> _Task to carry out_: Locate each line of the material that contains "keys", then return it.
*** Begin section ***
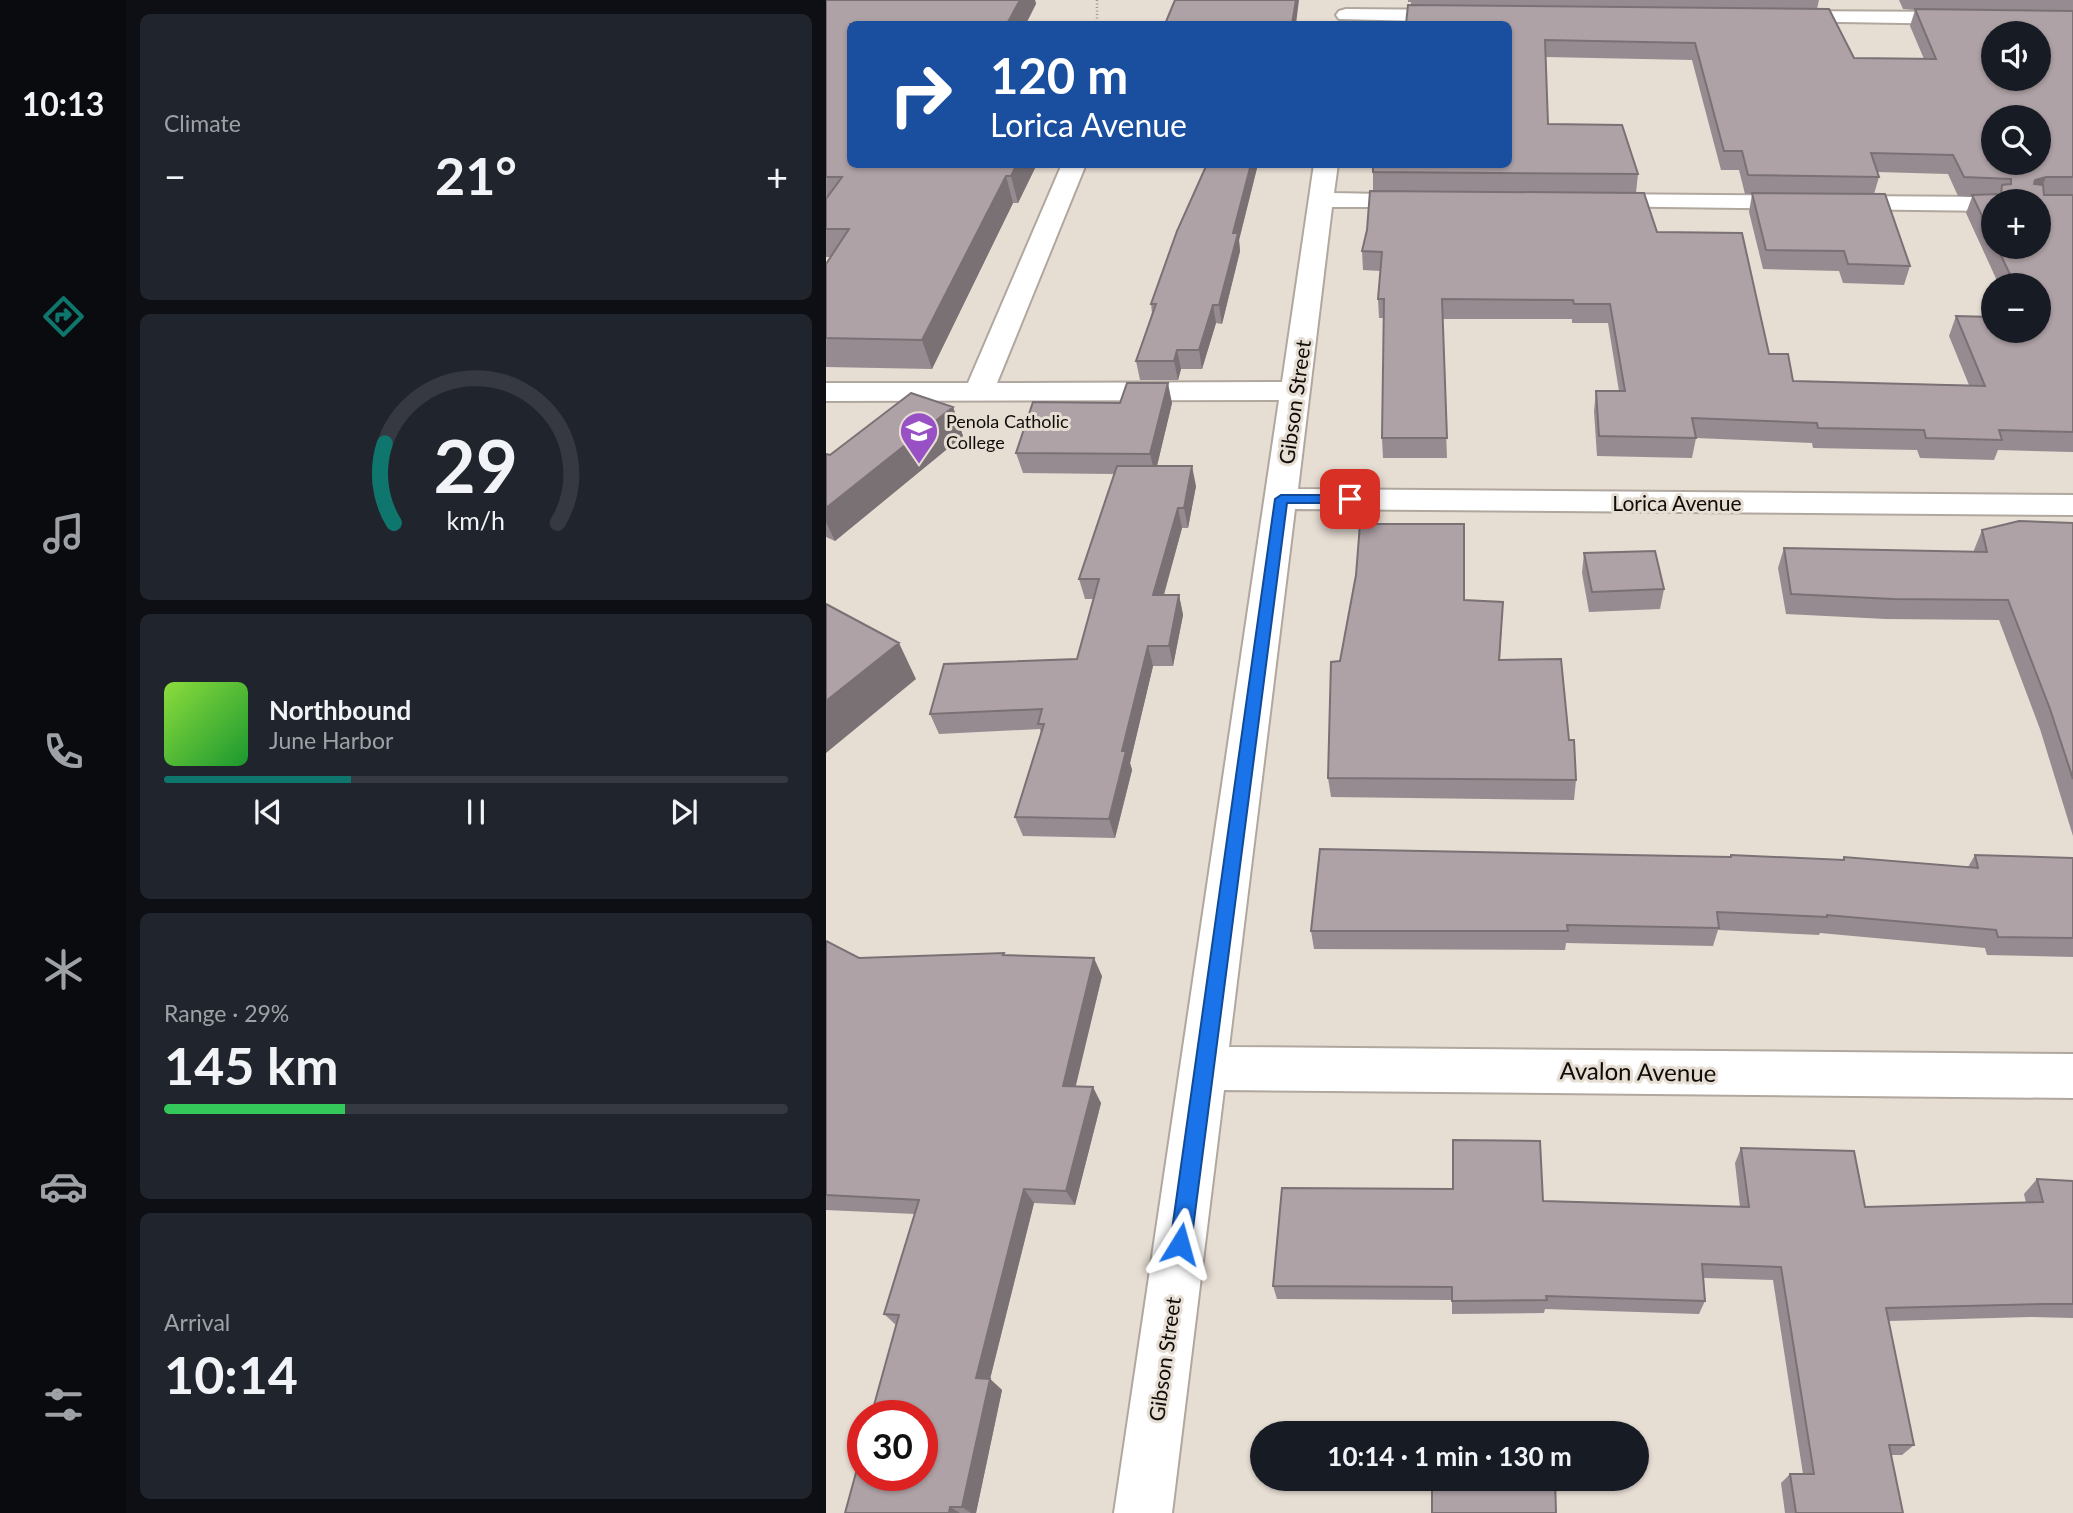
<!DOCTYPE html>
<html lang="en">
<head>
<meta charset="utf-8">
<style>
  body { margin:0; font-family:Lato,sans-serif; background:#20242c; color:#f1f3f6; height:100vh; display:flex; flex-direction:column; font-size:26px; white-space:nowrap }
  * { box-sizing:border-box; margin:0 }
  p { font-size:23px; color:#9ea1a6 }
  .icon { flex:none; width:38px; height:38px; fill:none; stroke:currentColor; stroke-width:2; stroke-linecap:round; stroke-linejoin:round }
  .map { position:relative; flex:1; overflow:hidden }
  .sheet { display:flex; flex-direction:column; gap:14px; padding:14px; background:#0d0f14; width:700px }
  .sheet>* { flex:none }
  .hud { position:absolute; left:21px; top:21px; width:665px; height:147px; border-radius:10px; box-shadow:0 2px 5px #0004; background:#1a4fa0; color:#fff; overflow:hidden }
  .fabs { position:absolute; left:1155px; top:21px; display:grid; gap:14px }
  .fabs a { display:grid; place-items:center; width:70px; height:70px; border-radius:50%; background:#171b24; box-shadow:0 2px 5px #0004; font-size:35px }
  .speed { position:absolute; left:21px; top:1400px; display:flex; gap:14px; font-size:35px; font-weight:700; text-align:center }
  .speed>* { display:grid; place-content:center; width:91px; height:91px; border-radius:50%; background:#171b24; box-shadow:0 2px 5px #0004; line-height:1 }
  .speed .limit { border:10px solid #d22; background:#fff; color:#111 }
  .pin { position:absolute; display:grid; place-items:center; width:60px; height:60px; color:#fff; margin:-30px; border-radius:14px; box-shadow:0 4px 10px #0006 }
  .me { position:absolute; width:77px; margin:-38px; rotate:8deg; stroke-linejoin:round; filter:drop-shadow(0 0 5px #0008) }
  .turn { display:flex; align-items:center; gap:24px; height:147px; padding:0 28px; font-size:32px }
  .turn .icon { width:91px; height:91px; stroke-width:2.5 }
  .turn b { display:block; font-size:49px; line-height:60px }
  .big { font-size:52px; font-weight:700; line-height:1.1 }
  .sheet .card { flex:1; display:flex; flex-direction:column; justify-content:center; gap:10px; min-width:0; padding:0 24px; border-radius:10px; background:#20242c }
  .sheet .dial { align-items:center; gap:0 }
  .dial svg { height:182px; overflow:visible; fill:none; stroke:#363941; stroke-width:7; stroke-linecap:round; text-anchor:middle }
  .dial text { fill:#f1f3f6; stroke:none }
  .song { display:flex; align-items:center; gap:21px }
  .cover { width:84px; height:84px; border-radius:10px; background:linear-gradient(135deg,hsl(90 70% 55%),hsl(130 70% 35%)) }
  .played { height:7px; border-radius:4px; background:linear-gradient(90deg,#0f766e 30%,#363941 30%) }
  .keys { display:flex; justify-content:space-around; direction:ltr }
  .heat { display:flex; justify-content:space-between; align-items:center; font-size:38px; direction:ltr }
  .charge { height:10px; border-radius:5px; background:linear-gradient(90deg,#34c759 29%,#363941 0) }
  .trip { position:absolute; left:424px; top:1421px; width:399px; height:70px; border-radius:35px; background:#171b24; box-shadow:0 2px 5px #0004; font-weight:700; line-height:70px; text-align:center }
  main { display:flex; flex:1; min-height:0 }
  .dock { display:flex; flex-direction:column; width:126px; justify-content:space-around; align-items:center; background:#090b0e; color:#9ea1a6 }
  .dock .icon { width:49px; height:49px }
  .dock .current { color:#0f766e }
  .dock b { font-size:32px; color:#f1f3f6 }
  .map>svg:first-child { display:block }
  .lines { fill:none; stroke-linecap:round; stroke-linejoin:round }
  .minor-casing { stroke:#b0a79e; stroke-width:4 }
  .path { stroke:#9f9891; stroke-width:2.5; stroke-dasharray:1 2.5; stroke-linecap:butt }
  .minor { fill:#fff; fill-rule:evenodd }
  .wall { fill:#968b90; fill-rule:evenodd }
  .shaded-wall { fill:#7a7175 }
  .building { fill:#afa2a7; stroke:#7a7175; stroke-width:2; fill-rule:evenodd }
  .route { fill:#1a73e8; stroke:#114b97; stroke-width:2 }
  .labels { text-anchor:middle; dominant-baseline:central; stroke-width:6; stroke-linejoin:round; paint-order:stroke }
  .far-poi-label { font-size:18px; fill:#0f0c09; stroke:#e6ddd3; text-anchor:start }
  .street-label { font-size:21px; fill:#0f0c09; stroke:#e6ddd3 }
  .near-street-label { font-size:24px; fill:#0f0c09; stroke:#e6ddd3 }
</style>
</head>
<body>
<main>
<nav class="dock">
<b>10:13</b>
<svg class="icon current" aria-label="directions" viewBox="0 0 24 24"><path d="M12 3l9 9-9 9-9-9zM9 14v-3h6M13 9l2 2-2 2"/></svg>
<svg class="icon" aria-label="music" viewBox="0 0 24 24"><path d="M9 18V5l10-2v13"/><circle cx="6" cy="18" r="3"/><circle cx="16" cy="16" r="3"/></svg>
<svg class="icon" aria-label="phone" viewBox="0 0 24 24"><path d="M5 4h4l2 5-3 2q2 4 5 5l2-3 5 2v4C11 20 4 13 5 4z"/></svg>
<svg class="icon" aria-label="climate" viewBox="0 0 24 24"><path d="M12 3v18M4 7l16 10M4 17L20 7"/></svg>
<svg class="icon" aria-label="car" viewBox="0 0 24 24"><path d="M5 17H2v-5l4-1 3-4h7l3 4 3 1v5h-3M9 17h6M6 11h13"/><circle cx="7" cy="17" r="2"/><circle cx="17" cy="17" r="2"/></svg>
<svg class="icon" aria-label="filters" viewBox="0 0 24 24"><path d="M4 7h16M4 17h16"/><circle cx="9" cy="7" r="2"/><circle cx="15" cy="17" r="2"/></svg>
</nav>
<section class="sheet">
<div class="card"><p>Climate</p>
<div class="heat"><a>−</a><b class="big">21°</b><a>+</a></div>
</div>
<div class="card dial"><svg viewBox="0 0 100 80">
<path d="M14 69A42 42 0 1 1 86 69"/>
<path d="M14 69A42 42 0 0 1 10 34" stroke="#0f766e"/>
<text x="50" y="56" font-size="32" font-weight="700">29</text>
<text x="50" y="72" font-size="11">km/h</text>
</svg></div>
<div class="card">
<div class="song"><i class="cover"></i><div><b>Northbound</b><p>June Harbor</p></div></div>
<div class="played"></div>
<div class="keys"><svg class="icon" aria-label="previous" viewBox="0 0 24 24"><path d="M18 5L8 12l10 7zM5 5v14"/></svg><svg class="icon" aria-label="pause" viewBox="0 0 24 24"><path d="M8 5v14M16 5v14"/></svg><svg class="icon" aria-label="next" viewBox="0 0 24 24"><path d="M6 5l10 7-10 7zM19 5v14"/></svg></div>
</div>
<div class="card"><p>Range · 29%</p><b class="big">145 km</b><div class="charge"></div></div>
<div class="card"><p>Arrival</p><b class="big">10:14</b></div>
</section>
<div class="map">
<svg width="1247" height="1513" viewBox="0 0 1247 1513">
  <rect width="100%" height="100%" fill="#e6ddd3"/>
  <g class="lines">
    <!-- minor casing -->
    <g class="minor-casing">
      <path id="minor" d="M 520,9 L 634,10 L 641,12 L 644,16 L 641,20 L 634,22 L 513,19 L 510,15 L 513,11 Z
        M 957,11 L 1138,12 L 1145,14 L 1148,18 L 1145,22 L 1138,24 L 950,21 L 947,17 L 950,13 Z
        M 236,164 L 260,164 L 171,383 L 456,382 L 488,164 L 512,164 L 508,193 L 604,195 L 607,200 L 604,205 L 595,207 L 506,207 L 472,489 L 1247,495 L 1247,515 L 469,509 L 403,1047 L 1247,1054 L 1247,1098 L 398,1090 L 346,1513 L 288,1513 L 453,400 L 0,401 L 0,383 L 142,383 Z
        M 770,194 L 1167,197 L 1177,201 L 1167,201 L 1167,211 L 761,206 L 758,201 L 761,196 Z"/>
    </g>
    <!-- path -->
    <path class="path" d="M 271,0 L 271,24"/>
    <!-- minor -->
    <use href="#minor" class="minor"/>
  </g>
  <!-- wall -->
  <path class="wall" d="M 0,0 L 209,0 L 210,4 L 24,164 L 211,164 L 192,203 L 187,203 L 106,369 L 0,367 L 0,264 L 5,257 L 0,257 Z
    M 582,0 L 993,0 L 991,9 L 1028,58 L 1098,59 L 1084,26 L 1089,10 L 1077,9 L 1073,0 L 1247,0 L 1247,452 L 1172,450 L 1168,460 L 1094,458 L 1091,450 L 987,448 L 986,443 L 870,438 L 866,458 L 771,456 L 768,411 L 770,391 L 793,391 L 782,323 L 746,323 L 746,319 L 616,319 L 621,458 L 557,458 L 556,438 L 558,318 L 553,318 L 552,299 L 555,271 L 537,270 L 536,251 L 541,230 L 547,191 L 547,172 L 682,164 L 585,5 L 585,2 L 582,2 ZM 720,57 L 866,60 L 895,170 L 913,170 L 919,194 L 926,194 L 923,212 L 937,269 L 1013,271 L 1017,283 L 1078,285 L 1084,266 L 1048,194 L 1053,177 L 1051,172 L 1122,174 L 1132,196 L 1146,197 L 1140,213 L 1173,285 L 1213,285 L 1213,331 L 1130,316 L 1123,336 L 1143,385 L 967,381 L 943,354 L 831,232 L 810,193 L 812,174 L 722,124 ZM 1167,201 L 1213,247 L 1167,247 Z
    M 379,164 L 432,164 L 413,240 L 414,251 L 396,324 L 390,323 L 376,369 L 355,369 L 352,380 L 314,380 L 310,361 L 326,313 L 325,304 L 379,168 Z
    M 294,403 L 346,403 L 331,466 L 370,486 L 362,528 L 356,528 L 338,595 L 353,595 L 357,615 L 347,666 L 327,666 L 304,763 L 306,770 L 289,838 L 197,836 L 189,817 L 215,733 L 214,729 L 113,734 L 104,714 L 251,659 L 267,599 L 259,599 L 253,579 L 288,474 L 197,473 L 190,453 Z
    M 127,407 L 137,436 L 9,541 L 0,537 L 0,454 L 4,455 Z
    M 1247,523 L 1247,836 L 1214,729 L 1173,620 L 1060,619 L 960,614 L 952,568 L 958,548 L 1148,552 L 1148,550 L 1156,530 Z
    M 758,553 L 838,589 L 834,609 L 763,612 L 756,573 Z
    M 638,600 L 677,602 L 674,660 L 743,740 L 750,780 L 748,800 L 505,797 L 502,778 L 514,661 Z
    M 905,855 L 1016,860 L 1018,857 L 1142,867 L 1149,855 L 1247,858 L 1247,957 L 1161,955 L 1159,948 L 994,933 L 993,935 L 892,930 L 887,946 L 740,943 L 739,950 L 488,949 L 485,931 L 904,857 Z
    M 0,941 L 33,958 L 179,955 L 276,976 L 249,1086 L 275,1103 L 249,1205 L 208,1203 L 164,1379 L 176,1390 L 150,1513 L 19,1513 L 70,1325 L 58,1314 L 89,1214 L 0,1210 Z
    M 915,1148 L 1039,1207 L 1200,1203 L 1198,1194 L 1211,1179 L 1247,1181 L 1247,1318 L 1204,1317 L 1063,1321 L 1088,1445 L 1076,1455 L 1065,1455 L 1077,1513 L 959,1513 L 955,1483 L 964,1474 L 977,1474 L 947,1280 L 878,1278 L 879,1301 L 873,1314 L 719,1309 L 718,1313 L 626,1314 L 626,1300 L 451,1299 L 447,1286 L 717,1201 L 914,1207 L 909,1163 Z"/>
  <!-- shaded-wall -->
  <path class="shaded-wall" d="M 194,0 L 209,0 L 210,4 L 200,24 L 182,22 Z
    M 470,0 L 473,0 L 470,24 L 466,24 Z
    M 191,164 L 211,164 L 192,203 L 185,176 Z
    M 425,164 L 432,164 L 413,240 L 414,251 L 396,324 L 393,305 L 407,233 Z
    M 180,176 L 187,203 L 106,369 L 96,340 Z
    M 1220,177 L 1213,195 L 1202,198 L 1209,180 Z
    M 387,305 L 390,323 L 376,369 L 373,350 Z
    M 351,350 L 355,369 L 352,380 L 348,361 Z
    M 342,383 L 346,403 L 329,474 L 324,454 Z
    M 127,407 L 137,436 L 9,541 L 0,522 L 0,508 Z
    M 366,466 L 370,486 L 362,528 L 358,508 Z
    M 352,508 L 356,528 L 332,615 L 327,595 Z
    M 353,595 L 357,615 L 347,666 L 343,646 Z
    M 73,643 L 90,679 L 0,753 L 0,701 Z
    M 322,646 L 327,666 L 304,763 L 306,770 L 289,838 L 283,819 L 296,751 Z
    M 268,958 L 276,976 L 246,1102 L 237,1086 Z
    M 267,1087 L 275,1103 L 249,1205 L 240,1191 Z
    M 198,1189 L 208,1203 L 164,1379 L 176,1390 L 150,1513 L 145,1513 L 136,1507 L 150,1378 Z
    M 124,1507 L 134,1513 L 123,1513 Z"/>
  <!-- building -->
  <path class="building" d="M 0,0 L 194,0 L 182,22 L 204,22 L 203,24 L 24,24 L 24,164 L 191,164 L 185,176 L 180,176 L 96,340 L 0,338 L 0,264 L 23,229 L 0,229 L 0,199 L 16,177 L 0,177 Z
    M 349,0 L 470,0 L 466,24 L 339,24 Z
    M 582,5 L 1003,9 L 1028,58 L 1110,59 L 1089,9 L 1247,11 L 1247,177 L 1220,177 L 1209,180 L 1208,184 L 1217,185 L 1218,195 L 1247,195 L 1247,432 L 1173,430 L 1176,440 L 1100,438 L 1098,430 L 992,428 L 991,423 L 866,418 L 870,438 L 773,436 L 770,391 L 799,391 L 784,304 L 748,304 L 747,300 L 616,299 L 621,438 L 556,438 L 558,299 L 552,299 L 556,252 L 536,251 L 541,230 L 544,191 L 818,193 L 831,232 L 916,233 L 943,354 L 962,354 L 967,381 L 1159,386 L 1130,316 L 1167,317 L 1167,331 L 1213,331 L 1213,285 L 1189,285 L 1171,247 L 1213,247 L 1213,201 L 1167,201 L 1167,239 L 1146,195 L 1175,194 L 1176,185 L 1185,184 L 1185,179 L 1138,177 L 1127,155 L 1045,153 L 1053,177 L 922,175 L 916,151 L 898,151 L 869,43 L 719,40 L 722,124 L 796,125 L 812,174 L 547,172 L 547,164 L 682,164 L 682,24 L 580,24 ZM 1167,33 L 1213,33 L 1213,79 L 1167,79 ZM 1167,117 L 1213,117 L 1213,163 L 1167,163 Z
    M 381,164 L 425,164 L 407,233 L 412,233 L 393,305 L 387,305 L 373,350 L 351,350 L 348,361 L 310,361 L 330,304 L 325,304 L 351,231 Z
    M 926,193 L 1059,194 L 1084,266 L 1022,264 L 1018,251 L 940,250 Z
    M 301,383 L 342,383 L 324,454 L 190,453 L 207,402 L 294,403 Z
    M 85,393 L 127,407 L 0,508 L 0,454 L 4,455 Z
    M 291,466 L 366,466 L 358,508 L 352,508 L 327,595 L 353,595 L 343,646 L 322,646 L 296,751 L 300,751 L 283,819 L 189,817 L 218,724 L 212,724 L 216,709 L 104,714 L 118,664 L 251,659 L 273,579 L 253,579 Z
    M 1193,521 L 1247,523 L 1247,779 L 1224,709 L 1182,600 L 1067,599 L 965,594 L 958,548 L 1161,552 L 1156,530 Z
    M 534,524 L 638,524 L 638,600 L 677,602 L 673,660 L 735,659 L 743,740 L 748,740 L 750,780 L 502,778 L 505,662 L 514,661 L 530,575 Z
    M 829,551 L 838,589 L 766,592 L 758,553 Z
    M 0,604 L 73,643 L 0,701 Z
    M 494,849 L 905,857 L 905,855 L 1018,860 L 1018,857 L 1152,868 L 1149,855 L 1247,858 L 1247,938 L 1172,937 L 1170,930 L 1001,915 L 1001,917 L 891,912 L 893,928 L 741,925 L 742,931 L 485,931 Z
    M 0,941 L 33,958 L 178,953 L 177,955 L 268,958 L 237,1086 L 267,1087 L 240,1191 L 198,1189 L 150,1378 L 164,1379 L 136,1507 L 124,1507 L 123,1513 L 19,1513 L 37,1447 L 37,1475 L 96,1475 L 96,1416 L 45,1416 L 73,1315 L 58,1314 L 93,1200 L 0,1195 Z
    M 627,1140 L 714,1141 L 717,1201 L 923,1207 L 915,1148 L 1028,1151 L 1039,1207 L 1217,1202 L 1211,1179 L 1247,1181 L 1247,1304 L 1219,1304 L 1060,1308 L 1088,1445 L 1063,1445 L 1077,1513 L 970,1513 L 964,1474 L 988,1474 L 955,1267 L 876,1264 L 879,1301 L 720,1296 L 721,1300 L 626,1301 L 626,1287 L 447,1286 L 456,1188 L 627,1189 Z
    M 726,1424 L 726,1433 L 606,1433 L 606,1425 Z
    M 606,1479 L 729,1479 L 730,1513 L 606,1513 Z"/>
  <!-- route -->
  <path class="route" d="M 455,495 L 524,495 L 531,499 L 524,503 L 461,503 L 365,1244 L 361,1252 L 354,1255 L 347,1252 L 344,1244 L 449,499 Z"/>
  <!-- icons -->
  <defs>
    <g id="school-pin" transform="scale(2.0125)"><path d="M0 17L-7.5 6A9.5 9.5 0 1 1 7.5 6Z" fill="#9751c5" stroke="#e6ddd3"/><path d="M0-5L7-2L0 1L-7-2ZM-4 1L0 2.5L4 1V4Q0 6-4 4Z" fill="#fff"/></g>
  </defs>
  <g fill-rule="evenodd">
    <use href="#school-pin" x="93" y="431"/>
  </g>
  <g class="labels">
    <!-- far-poi labels -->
    <g class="far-poi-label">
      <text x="120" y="421">Penola Catholic<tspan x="120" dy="21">College</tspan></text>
    </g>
    <!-- street labels -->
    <g class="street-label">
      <text transform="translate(468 402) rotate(-82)">Gibson Street</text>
      <text x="851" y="502">Lorica Avenue</text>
      <text transform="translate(338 1359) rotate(-82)">Gibson Street</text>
    </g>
    <!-- near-street labels -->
    <g class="near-street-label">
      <text transform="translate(812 1071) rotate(1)">Avalon Avenue</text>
    </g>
  </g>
</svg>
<div class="fabs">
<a><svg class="icon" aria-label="sound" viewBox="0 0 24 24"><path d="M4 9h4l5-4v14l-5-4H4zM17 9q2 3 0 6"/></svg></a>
<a><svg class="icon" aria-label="search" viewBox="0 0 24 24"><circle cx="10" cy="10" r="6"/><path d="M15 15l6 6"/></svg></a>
<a>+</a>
<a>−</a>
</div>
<div class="speed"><div class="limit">30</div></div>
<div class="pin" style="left:524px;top:499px;background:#d93025"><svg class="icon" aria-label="arrive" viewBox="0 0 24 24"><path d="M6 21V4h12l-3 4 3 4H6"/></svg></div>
<svg class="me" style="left:354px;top:1244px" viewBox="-20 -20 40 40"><path d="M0-17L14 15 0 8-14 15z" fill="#1a73e8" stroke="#fff" stroke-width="4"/></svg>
<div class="trip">10:14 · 1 min · 130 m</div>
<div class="hud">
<div class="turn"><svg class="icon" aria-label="right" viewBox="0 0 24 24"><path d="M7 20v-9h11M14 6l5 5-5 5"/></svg><div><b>120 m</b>Lorica Avenue</div></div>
</div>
</div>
</main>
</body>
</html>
*** End section ***
> _Problem solution_:
  .keys { display:flex; justify-content:space-around; direction:ltr }
<div class="keys"><svg class="icon" aria-label="previous" viewBox="0 0 24 24"><path d="M18 5L8 12l10 7zM5 5v14"/></svg><svg class="icon" aria-label="pause" viewBox="0 0 24 24"><path d="M8 5v14M16 5v14"/></svg><svg class="icon" aria-label="next" viewBox="0 0 24 24"><path d="M6 5l10 7-10 7zM19 5v14"/></svg></div>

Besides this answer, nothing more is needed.